• Granizado de Queso Con Manzanas Y Piloncillo

    From Ben Collver@1:124/5016 to All on Wed Jan 31 10:55:55 2024
    MMMMM----- Recipe via Meal-Master (tm) v8.06

    Title: Granizado De Queso Con Manzanas Y Piloncillo
    Categories: Desserts, Mexican
    Yield: 6 Servings

    3 c Water
    2 tb Honey
    1 c Queso fresco
    3 Tart apples; a crisp variety
    -such as Crispin or Granny
    -Smith
    2 c Apple or pear cider
    8 oz Piloncillo; chopped -OR-
    1 c Dark brown sugar; plus:
    1 tb Molasses
    1 Mexican cinnamon stick (3")
    1 pn Salt
    3/4 c Pecans; toasted & coarsely
    -chopped

    Queso Fresco Granita With Syrupy Apples

    Combine the water and honey in a saucepan and cook over medium heat,
    stirring, until the honey is dissolved and the mixture reaches
    160 F. Let cool for at least 3 hours or overnight.

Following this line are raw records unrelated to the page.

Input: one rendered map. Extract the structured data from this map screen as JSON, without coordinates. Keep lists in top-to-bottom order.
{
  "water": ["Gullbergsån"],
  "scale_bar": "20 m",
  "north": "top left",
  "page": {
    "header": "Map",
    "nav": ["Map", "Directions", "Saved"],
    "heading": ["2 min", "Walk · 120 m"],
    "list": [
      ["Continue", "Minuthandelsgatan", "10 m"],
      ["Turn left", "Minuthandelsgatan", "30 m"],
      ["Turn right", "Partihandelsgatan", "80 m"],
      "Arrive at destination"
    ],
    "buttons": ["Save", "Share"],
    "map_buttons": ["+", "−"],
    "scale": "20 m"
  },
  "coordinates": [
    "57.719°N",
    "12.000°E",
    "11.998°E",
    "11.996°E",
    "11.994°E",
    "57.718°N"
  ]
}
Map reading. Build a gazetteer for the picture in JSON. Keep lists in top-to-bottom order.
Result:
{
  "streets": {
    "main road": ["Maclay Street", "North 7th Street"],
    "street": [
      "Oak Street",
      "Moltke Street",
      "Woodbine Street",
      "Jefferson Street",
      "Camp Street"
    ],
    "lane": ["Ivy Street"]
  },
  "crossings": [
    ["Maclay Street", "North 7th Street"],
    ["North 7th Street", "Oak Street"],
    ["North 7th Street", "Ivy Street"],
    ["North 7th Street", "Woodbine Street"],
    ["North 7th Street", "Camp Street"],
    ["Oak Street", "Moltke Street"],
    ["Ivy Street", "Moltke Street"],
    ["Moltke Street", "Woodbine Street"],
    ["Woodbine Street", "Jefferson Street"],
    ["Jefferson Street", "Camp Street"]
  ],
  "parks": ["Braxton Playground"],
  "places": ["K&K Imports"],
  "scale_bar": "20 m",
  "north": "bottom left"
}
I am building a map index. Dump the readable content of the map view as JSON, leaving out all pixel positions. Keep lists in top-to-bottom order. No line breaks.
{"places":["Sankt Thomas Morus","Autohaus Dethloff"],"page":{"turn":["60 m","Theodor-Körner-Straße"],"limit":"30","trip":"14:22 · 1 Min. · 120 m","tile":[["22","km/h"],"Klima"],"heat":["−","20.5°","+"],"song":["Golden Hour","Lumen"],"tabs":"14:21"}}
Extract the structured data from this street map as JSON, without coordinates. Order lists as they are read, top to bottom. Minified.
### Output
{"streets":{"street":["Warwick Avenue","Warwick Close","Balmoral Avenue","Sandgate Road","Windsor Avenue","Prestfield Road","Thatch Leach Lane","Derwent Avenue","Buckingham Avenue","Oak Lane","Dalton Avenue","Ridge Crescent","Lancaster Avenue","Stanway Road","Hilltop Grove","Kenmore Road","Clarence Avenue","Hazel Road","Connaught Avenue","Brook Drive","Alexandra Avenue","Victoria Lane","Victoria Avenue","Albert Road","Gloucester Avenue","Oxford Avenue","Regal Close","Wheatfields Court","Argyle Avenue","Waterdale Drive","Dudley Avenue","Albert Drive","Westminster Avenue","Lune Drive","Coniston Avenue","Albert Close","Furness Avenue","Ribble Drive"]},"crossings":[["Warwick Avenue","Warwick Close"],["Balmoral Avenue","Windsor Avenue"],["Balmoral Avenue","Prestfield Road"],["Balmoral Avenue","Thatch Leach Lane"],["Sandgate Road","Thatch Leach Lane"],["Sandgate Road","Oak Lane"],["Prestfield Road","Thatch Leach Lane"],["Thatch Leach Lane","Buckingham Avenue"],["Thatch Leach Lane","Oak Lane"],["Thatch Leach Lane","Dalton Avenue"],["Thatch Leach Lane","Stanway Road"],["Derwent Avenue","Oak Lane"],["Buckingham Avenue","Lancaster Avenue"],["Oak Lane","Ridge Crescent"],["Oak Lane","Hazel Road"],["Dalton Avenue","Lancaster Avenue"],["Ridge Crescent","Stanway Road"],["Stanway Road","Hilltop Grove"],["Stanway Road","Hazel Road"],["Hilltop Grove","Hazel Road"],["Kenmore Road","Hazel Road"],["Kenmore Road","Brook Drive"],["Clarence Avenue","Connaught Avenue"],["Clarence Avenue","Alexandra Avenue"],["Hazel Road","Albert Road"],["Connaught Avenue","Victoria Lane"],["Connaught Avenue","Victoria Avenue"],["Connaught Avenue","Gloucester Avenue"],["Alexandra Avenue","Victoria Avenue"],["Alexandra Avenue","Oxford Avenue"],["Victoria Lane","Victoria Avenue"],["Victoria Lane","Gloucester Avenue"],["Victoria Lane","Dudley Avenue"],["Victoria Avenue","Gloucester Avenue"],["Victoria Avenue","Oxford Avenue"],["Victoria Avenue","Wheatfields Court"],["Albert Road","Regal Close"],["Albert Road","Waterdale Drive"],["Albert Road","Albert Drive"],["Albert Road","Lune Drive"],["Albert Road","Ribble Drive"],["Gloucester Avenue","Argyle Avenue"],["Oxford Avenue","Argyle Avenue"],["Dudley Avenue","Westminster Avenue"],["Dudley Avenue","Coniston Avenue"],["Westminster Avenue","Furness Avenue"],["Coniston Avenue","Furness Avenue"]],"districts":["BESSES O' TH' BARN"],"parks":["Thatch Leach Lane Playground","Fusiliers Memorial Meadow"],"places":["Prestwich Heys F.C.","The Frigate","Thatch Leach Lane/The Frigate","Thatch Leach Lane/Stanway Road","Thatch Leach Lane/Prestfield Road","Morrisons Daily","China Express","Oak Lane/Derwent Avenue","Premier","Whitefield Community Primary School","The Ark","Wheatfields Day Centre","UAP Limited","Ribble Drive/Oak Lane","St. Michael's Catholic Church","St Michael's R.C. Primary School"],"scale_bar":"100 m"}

    Put the honey mixture and queso fresco in a food processor and blend
    until smooth. Pour the mixture into a shallow non-reactive pan and
    put it in the freezer.

    Once the edges start to freeze (about 1 hour), scrape lightly with a
    fork, bringing the ice crystals from the edges to the center. Return
    to the freezer and continue scraping every 30 minutes or so, until
    the mixture is completely frozen and looks like small ice flakes.

    Meanwhile, peel the apples and dice finely. Combine the cider,
    piloncillo, and cinnamon in a saucepan and cook over medium heat,
    stirring, until the mixture comes to a boil and the sugar has
    dissolved. Lower the heat and simmer until the syrup has thickened
    and has a consistency like maple syrup. Whisk in the butter and salt.
    Remove from the heat and stir in the apples. Let chill to room
    temperature.

    For each serving, mound about 1/2 cup of the cheese granita into a
    glass or cup. Drizzle about 4 tb of the apple syrup over the granita
    and top with 1 tb of the pecans. Serve immediately.